** Records to use **
————————

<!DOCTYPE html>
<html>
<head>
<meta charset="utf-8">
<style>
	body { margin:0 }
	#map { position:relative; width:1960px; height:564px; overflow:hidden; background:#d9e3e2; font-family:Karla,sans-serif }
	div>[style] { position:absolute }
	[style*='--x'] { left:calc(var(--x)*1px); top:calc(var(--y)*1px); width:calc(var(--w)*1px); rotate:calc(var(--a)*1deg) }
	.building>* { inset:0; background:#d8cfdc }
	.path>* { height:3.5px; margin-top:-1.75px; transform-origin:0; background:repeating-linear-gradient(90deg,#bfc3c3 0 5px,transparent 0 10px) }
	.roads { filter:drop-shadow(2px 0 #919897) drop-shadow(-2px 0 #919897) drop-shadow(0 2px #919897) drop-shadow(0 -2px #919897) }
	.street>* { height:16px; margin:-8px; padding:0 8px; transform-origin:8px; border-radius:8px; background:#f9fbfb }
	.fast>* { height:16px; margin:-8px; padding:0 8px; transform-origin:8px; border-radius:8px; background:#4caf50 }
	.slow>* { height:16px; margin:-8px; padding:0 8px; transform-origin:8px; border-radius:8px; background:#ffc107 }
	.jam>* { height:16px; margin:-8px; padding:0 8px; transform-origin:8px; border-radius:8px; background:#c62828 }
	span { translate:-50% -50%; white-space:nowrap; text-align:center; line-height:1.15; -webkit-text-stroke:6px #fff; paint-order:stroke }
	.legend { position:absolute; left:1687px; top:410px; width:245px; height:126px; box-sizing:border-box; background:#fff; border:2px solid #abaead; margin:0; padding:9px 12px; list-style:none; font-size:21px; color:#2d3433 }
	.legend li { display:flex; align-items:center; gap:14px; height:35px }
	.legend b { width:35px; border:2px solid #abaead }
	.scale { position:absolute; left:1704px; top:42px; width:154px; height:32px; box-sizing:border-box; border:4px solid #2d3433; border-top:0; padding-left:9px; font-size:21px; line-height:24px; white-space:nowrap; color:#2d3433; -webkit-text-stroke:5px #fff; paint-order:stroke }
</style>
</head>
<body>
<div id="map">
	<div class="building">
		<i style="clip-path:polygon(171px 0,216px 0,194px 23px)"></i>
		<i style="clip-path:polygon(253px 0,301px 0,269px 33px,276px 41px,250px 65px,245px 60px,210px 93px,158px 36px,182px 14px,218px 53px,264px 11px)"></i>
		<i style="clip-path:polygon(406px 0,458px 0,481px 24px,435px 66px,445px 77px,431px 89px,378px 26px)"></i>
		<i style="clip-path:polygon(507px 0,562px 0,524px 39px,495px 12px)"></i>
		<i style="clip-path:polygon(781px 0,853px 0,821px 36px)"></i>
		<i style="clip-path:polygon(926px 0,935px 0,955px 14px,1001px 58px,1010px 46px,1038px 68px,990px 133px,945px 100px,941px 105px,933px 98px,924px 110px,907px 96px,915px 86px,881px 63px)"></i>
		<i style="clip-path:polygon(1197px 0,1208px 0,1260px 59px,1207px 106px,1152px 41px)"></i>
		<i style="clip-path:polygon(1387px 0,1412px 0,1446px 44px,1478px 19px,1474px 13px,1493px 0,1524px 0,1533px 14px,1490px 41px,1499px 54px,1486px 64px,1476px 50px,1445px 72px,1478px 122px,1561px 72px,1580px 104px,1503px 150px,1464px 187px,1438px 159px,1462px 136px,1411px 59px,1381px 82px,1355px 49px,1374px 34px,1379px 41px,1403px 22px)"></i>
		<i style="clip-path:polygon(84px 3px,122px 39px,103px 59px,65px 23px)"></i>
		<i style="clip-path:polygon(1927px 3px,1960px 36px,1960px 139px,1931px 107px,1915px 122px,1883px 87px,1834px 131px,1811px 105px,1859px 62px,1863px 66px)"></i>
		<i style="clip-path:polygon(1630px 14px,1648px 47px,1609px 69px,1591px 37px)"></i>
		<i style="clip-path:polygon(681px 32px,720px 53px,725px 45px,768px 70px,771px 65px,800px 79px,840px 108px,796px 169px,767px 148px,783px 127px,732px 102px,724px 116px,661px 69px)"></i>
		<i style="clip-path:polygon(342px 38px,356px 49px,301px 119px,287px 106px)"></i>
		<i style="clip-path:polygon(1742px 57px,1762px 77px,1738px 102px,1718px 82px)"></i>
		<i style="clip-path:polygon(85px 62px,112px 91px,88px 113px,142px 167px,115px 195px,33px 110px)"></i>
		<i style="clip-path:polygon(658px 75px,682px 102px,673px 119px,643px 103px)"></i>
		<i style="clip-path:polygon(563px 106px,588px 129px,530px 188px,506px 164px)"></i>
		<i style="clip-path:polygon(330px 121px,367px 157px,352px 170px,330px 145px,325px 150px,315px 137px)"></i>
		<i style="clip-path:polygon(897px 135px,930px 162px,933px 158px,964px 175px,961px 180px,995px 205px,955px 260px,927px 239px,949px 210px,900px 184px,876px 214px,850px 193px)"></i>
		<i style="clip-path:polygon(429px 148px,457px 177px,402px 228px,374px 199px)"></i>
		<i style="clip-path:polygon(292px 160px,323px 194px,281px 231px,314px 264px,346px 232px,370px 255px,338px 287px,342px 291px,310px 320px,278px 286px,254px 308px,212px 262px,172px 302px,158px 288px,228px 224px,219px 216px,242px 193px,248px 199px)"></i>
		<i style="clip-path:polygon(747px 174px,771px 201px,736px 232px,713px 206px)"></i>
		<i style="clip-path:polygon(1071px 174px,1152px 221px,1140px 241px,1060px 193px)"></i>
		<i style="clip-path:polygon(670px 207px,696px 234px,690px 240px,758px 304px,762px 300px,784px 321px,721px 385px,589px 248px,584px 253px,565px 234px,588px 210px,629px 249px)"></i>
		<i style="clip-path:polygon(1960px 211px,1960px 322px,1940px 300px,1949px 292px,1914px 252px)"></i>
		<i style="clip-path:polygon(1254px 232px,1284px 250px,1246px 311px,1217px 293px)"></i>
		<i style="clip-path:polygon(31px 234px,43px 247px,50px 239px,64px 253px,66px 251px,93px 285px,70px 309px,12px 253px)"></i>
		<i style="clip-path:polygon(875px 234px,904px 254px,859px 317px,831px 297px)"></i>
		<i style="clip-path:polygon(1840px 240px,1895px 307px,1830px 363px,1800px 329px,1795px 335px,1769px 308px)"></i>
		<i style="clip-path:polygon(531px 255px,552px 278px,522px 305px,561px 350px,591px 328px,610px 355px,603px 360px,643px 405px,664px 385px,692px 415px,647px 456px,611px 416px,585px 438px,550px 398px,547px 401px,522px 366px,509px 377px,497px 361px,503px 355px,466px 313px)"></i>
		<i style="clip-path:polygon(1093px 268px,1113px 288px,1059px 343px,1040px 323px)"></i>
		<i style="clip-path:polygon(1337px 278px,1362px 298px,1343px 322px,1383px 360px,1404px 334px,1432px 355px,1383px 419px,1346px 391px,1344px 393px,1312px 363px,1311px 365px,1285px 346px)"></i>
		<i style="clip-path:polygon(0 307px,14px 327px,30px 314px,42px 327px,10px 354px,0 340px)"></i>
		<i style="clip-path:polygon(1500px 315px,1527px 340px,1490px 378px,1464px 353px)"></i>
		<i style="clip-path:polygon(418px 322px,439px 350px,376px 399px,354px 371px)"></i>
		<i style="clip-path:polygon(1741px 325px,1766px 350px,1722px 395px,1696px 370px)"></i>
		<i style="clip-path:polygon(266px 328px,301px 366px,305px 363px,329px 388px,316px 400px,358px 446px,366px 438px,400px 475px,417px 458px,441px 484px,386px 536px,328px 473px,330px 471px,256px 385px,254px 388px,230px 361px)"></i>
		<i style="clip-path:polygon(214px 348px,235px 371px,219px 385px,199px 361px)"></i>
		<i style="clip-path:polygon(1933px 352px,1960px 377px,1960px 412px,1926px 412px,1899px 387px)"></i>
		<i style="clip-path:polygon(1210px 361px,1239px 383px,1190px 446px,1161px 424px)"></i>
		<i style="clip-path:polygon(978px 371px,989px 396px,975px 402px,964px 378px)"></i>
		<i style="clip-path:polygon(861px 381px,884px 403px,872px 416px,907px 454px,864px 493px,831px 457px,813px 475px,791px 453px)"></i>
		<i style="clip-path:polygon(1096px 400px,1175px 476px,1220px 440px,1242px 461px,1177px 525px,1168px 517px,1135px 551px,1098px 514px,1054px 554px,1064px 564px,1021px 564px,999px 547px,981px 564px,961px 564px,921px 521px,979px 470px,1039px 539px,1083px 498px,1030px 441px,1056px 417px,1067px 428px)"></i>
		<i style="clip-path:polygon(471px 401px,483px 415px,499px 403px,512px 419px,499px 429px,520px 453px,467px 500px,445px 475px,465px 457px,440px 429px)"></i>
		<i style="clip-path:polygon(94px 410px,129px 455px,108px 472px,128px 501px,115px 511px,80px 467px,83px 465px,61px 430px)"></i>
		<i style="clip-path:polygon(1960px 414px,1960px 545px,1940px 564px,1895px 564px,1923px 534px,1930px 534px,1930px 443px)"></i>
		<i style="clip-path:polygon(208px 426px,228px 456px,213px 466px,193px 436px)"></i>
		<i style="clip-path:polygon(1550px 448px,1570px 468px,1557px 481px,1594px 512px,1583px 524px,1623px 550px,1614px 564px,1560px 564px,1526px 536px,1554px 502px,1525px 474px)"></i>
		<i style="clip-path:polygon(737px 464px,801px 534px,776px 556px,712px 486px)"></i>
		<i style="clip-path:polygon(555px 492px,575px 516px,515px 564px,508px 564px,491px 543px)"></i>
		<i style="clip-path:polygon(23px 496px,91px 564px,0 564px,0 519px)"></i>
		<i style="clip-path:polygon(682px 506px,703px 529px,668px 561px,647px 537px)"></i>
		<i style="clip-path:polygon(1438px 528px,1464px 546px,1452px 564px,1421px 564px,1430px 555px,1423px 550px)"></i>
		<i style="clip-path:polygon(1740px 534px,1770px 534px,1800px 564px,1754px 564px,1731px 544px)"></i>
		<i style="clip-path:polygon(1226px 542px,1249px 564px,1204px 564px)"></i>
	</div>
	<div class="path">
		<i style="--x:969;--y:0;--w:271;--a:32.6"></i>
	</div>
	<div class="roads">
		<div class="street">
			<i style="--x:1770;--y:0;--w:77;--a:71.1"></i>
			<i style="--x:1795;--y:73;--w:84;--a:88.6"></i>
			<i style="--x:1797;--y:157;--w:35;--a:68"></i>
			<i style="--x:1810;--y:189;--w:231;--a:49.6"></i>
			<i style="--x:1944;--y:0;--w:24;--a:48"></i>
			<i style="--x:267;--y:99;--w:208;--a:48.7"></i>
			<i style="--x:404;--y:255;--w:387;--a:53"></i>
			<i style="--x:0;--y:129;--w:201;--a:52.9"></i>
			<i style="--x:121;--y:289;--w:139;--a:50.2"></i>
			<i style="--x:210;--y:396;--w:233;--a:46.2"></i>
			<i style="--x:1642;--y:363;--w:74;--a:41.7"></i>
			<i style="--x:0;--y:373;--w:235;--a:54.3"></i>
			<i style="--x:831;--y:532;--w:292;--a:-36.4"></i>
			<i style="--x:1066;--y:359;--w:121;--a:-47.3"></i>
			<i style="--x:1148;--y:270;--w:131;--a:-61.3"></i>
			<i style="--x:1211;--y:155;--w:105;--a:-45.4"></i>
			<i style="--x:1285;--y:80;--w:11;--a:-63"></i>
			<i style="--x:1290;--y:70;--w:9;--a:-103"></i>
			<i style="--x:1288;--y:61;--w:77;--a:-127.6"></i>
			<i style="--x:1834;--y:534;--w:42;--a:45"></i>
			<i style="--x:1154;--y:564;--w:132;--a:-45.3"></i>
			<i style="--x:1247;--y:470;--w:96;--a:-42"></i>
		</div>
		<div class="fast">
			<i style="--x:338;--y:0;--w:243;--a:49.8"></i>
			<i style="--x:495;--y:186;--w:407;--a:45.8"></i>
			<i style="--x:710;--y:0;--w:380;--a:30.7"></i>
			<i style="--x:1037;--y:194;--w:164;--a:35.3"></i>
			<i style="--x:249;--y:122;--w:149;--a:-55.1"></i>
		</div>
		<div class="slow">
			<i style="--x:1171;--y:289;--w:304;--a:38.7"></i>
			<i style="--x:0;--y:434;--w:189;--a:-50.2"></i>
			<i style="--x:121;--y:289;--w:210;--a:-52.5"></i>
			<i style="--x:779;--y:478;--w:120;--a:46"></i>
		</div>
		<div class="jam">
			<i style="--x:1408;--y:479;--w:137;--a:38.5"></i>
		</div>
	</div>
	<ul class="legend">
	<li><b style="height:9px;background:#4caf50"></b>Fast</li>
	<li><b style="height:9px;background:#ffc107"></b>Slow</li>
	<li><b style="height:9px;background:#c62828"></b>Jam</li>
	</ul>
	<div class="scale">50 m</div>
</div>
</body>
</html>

————————

** What the exercise asks **
How many lines of the data contain the word "roads"? Answer with the number alone.

** Worked solution **
2